Running eHive pipelines


A quick overview

Each eHive pipeline is a potentially complex computational process.

Whether it runs locally, on the farm, or on multiple compute resources, this process is centred around a "blackboard" (a MySQL, SQLite or PostgreSQL database) where individual jobs of the pipeline are created, claimed by independent Workers and later recorded as done or failed.

Running the pipeline involves the following steps:


Initialization of the pipeline database

Every eHive pipeline is centered around a "blackboard", which is usually a MySQL/SQLite/PostgreSQL database. This database contains both static information (general definition of analyses, associated runnables, parameters and resources, dependency rules, etc) and runtime information about states of single jobs running on the farm or locally.

By initialization we mean an act of moulding one such new pipeline database from a PipeConfig file. This is done by feeding the PipeConfig file to ensembl-hive/scripts/init_pipeline.pl script.
A typical example:

		init_pipeline.pl Bio::EnsEMBL::Hive::PipeConfig::LongMult_conf -pipeline_url mysql://user:password@host:port/long_mult
    

It will create a MySQL pipeline database called 'long_mult' with the given connection parameters.
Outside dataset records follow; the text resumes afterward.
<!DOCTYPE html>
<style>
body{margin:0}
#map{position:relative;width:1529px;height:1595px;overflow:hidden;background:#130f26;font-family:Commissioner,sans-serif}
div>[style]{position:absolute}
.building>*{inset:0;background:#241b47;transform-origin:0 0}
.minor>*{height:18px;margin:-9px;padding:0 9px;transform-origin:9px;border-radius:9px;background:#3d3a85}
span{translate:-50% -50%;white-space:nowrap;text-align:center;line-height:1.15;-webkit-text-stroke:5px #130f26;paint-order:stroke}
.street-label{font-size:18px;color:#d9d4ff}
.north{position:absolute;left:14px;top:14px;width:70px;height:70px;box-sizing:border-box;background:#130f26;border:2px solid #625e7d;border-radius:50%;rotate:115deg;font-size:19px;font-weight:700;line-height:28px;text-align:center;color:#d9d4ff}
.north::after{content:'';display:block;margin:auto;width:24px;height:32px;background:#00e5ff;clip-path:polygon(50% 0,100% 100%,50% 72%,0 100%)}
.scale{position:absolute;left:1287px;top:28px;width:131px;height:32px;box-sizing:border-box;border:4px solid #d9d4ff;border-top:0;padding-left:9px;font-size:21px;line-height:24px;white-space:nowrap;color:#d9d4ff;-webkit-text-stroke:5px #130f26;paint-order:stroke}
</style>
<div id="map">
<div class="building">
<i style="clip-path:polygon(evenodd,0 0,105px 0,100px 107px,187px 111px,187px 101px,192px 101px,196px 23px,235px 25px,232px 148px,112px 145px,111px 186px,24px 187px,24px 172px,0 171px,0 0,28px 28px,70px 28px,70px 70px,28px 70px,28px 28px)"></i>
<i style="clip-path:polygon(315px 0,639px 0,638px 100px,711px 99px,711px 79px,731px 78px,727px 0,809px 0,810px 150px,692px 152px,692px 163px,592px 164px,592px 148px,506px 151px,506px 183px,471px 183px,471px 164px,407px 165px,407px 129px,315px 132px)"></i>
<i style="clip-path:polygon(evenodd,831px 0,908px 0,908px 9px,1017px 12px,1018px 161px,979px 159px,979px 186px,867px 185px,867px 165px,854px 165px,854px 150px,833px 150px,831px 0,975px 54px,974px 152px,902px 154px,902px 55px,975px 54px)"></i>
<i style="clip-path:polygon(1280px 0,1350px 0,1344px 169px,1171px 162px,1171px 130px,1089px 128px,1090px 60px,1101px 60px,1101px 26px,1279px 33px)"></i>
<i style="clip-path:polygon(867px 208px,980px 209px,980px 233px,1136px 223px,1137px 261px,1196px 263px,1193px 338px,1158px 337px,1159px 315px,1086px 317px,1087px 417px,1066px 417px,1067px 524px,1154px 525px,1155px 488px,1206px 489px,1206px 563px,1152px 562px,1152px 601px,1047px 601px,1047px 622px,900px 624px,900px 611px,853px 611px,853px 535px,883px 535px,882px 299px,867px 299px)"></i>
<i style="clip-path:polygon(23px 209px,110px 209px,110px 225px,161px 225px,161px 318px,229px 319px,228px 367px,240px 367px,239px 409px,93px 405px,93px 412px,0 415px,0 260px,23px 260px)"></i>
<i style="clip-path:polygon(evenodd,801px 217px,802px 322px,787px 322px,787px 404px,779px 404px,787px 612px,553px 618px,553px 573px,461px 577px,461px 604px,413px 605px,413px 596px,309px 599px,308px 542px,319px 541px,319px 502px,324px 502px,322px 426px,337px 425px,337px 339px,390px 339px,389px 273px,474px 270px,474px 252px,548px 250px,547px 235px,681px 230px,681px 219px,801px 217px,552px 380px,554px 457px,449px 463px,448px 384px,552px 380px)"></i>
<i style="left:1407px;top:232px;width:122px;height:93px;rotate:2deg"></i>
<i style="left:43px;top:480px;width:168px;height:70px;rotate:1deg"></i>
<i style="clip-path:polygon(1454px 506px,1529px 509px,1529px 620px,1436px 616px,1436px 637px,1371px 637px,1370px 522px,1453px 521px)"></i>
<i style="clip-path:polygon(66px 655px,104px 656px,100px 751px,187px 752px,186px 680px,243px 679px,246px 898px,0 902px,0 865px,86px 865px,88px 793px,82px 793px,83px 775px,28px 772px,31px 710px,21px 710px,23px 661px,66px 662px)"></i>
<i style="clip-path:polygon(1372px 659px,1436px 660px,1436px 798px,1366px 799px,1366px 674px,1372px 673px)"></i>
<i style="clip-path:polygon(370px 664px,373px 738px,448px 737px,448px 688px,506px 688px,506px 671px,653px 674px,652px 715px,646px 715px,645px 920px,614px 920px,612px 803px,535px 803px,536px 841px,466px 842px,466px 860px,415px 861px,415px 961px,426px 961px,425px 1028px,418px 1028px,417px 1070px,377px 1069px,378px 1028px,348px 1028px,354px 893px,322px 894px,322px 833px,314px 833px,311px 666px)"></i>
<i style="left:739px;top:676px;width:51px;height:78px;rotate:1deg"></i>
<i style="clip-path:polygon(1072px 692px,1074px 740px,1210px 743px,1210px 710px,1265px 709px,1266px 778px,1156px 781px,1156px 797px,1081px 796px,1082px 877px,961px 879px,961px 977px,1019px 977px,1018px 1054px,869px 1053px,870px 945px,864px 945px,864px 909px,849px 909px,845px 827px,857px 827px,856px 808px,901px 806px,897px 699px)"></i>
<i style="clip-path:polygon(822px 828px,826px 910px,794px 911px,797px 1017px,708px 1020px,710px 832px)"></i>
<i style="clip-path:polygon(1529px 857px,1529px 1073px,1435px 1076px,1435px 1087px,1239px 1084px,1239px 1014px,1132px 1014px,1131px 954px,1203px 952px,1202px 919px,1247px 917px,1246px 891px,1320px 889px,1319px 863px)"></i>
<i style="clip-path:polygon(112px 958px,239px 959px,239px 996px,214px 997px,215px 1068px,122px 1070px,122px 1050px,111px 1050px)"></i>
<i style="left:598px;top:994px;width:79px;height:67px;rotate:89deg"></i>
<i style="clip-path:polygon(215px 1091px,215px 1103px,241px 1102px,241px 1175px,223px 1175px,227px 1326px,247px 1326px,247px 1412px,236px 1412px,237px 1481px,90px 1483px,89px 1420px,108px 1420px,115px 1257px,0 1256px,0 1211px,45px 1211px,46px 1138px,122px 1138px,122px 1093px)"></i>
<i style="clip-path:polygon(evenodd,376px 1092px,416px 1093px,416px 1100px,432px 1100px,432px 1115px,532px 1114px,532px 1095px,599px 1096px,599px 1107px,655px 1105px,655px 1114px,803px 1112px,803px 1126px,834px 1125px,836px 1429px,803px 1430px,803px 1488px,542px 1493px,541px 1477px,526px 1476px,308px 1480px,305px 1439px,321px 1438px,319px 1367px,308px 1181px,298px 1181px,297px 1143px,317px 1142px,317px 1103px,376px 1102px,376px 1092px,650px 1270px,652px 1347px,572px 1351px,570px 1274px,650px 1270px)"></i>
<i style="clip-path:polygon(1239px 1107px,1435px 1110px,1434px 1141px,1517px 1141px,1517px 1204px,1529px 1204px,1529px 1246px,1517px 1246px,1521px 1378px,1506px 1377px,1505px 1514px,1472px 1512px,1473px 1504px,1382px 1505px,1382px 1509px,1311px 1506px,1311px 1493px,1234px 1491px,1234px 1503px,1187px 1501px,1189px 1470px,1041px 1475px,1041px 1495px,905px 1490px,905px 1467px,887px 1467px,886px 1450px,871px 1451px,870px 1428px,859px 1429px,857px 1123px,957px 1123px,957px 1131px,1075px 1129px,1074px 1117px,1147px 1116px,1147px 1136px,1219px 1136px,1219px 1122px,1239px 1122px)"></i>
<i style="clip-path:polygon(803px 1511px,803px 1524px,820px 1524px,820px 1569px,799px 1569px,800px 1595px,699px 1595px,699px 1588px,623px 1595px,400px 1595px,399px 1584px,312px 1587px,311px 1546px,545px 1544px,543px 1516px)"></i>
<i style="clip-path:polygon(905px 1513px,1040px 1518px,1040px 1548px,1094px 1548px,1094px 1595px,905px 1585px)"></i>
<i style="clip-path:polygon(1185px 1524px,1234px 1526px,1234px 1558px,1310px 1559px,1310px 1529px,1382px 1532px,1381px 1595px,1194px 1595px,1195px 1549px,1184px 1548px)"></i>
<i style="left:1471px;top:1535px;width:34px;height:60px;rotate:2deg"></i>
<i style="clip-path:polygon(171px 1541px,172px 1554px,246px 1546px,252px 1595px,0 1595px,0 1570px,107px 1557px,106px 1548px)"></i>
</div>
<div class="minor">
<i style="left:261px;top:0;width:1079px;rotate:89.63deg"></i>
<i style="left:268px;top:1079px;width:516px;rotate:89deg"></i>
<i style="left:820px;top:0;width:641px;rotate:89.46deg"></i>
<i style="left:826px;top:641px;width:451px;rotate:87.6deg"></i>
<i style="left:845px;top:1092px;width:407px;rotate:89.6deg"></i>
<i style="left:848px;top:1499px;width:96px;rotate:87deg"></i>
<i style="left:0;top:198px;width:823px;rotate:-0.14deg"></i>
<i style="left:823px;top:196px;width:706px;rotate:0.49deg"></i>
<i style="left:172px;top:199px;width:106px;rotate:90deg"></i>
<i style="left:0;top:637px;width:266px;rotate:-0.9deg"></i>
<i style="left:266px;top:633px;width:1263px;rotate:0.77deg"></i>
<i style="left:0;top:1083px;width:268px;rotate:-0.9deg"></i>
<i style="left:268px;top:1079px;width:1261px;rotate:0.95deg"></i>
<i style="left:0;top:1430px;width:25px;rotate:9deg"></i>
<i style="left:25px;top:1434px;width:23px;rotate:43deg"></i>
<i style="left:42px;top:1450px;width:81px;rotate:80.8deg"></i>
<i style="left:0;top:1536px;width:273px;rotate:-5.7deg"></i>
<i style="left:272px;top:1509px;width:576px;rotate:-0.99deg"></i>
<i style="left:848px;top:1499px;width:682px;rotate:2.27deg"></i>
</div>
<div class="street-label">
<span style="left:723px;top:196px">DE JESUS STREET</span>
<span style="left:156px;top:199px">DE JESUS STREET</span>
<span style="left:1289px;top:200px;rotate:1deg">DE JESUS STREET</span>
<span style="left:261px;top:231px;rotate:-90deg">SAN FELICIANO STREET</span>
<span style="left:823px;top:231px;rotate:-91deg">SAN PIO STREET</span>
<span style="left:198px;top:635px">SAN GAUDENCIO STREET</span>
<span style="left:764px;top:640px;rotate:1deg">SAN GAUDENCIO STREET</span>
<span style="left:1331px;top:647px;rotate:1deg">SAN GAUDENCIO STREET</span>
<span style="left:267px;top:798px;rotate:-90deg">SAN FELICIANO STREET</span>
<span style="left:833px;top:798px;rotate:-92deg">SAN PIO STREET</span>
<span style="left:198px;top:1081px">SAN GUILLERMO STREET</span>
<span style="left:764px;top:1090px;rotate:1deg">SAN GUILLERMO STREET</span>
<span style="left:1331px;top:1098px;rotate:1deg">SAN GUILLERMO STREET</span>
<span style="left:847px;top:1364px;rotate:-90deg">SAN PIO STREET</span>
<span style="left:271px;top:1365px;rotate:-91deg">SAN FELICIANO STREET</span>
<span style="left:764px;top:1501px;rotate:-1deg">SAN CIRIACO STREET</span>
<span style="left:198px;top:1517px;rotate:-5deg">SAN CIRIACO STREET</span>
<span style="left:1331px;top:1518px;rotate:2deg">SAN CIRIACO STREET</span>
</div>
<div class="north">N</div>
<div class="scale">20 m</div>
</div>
In case of newer PipeConfig files these could be the only parameters needed, as the rest could be set at a later stage via "seeding" (see below).

If heavy concurrent traffic to the database is not expected, we may choose to keep the blackboard in a local SQLite file:

		init_pipeline.pl Bio::EnsEMBL::Hive::PipeConfig::LongMult_conf -pipeline_url sqlite:///long_mult
    

In the latter case no other connection parameters except for the filename are necessary, so they are skipped.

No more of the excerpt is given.